Michael Phillips n’est pas un patient comme les autres. Il dirige le Centre de pharmacogénomique, créé par l’Université de Montréal, l’Institut de cardiologie de Montréal et Génome Québec, ainsi que le programme de pharmacogénomique de Génome Québec.
Pourquoi un médicament fonctionne-t-il bien chez certaines personnes, et pas du tout chez d’autres? Pourquoi a-t-il parfois des effets secondaires terribles, et parfois aucun? C’est notamment ce que cherche à comprendre la pharmacogénomique.
On sait bien que les humains ne réagissent pas tous de la même façon aux médicaments. «Le patient est comme une boîte noire. On lui donne le médicament et on attend de voir sa réaction», confirme le docteur Jean-Claude Tardif, directeur du Centre de recherche de l’Institut de cardiologie de Montréal. Cela n’est pas sans conséquence. Aux États-Unis, les réactions indésirables aux médicaments constituent la quatrième cause d’hospitalisation.
Mais la boîte noire commence à livrer ses secrets. Par exemple, des équipes de chercheurs canadiens, dont celle de Michael Phillips, ont découvert deux gènes qui expliqueraient pourquoi le cisplatine, un médicament anticancéreux, engendre une surdité irréversible chez 25% des enfants à qui on l’administre.
En tout, on a identifié au moins 200 gènes impliqués dans le métabolisme des médicaments. Chaque fois qu’on avale une pilule, une dizaine d’entre eux dictent au corps humain comment absorber ses ingrédients, les métaboliser et les éliminer.

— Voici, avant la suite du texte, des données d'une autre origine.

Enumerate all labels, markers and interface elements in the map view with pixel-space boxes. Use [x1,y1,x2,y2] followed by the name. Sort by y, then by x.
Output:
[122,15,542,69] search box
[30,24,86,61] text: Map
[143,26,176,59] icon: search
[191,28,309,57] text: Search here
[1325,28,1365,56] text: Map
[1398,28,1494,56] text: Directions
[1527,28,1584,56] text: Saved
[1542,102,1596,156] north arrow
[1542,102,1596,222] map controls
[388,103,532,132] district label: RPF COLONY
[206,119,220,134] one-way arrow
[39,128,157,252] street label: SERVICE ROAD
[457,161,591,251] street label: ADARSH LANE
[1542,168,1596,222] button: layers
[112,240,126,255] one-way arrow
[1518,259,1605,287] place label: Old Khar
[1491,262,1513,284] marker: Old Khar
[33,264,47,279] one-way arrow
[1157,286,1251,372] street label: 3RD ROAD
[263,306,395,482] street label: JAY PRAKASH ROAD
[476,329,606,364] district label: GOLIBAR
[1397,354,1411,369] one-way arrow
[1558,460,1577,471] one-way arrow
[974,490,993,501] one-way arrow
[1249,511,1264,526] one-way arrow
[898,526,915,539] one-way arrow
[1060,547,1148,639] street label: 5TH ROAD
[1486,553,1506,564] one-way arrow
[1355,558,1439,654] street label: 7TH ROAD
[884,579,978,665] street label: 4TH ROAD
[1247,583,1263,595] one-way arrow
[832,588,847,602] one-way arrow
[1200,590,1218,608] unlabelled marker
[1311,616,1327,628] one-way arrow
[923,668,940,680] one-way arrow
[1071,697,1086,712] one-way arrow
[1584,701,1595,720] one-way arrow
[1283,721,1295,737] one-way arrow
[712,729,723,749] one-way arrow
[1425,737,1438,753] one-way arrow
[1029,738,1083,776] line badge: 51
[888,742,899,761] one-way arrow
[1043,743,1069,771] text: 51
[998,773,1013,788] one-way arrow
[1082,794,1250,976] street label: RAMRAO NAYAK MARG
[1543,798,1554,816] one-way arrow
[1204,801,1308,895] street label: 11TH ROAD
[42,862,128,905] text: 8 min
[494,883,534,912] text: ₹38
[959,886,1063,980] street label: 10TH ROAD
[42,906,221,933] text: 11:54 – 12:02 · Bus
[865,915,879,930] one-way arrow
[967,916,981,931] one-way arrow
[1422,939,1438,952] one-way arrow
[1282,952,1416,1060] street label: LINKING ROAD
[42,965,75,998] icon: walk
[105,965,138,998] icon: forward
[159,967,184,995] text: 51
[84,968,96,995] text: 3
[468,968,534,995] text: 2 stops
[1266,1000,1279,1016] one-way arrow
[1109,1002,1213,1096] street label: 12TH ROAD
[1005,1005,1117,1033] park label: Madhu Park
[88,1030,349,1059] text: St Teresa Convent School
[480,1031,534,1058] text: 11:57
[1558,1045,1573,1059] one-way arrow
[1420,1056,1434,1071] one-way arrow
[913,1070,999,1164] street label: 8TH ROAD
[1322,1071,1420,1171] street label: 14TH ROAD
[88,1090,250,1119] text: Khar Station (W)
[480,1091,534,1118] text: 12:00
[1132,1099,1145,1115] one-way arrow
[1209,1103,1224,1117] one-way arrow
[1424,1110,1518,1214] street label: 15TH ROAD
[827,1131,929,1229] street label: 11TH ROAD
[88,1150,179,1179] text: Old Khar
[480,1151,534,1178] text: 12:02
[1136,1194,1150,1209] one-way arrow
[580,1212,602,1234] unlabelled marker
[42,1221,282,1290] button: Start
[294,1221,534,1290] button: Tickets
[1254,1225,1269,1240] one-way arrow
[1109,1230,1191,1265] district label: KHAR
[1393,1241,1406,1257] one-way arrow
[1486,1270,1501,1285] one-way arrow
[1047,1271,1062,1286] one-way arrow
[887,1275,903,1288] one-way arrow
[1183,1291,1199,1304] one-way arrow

Or, de petites différences dans le code génétique – appelées polymorphismes – peuvent faire varier ces paramètres.
Une nouvelle maman de Toronto a perdu son bébé l’an dernier à cause d’une particularité génétique. Quand on a analysé son lait, on y a trouvé une concentration anormalement élevée de morphine. Elle prenait depuis deux semaines de simples comprimés d’acétaminophène avec de la codéine (qui se métabolise en morphine dans l’organisme). Après lui avoir fait passer un test génétique, on a découvert qu’elle était porteuse d’une copie supplémentaire du gène CYP2D6, qui accélère la transformation de la codéine en morphine, ce qui a contribué à la mort de son enfant.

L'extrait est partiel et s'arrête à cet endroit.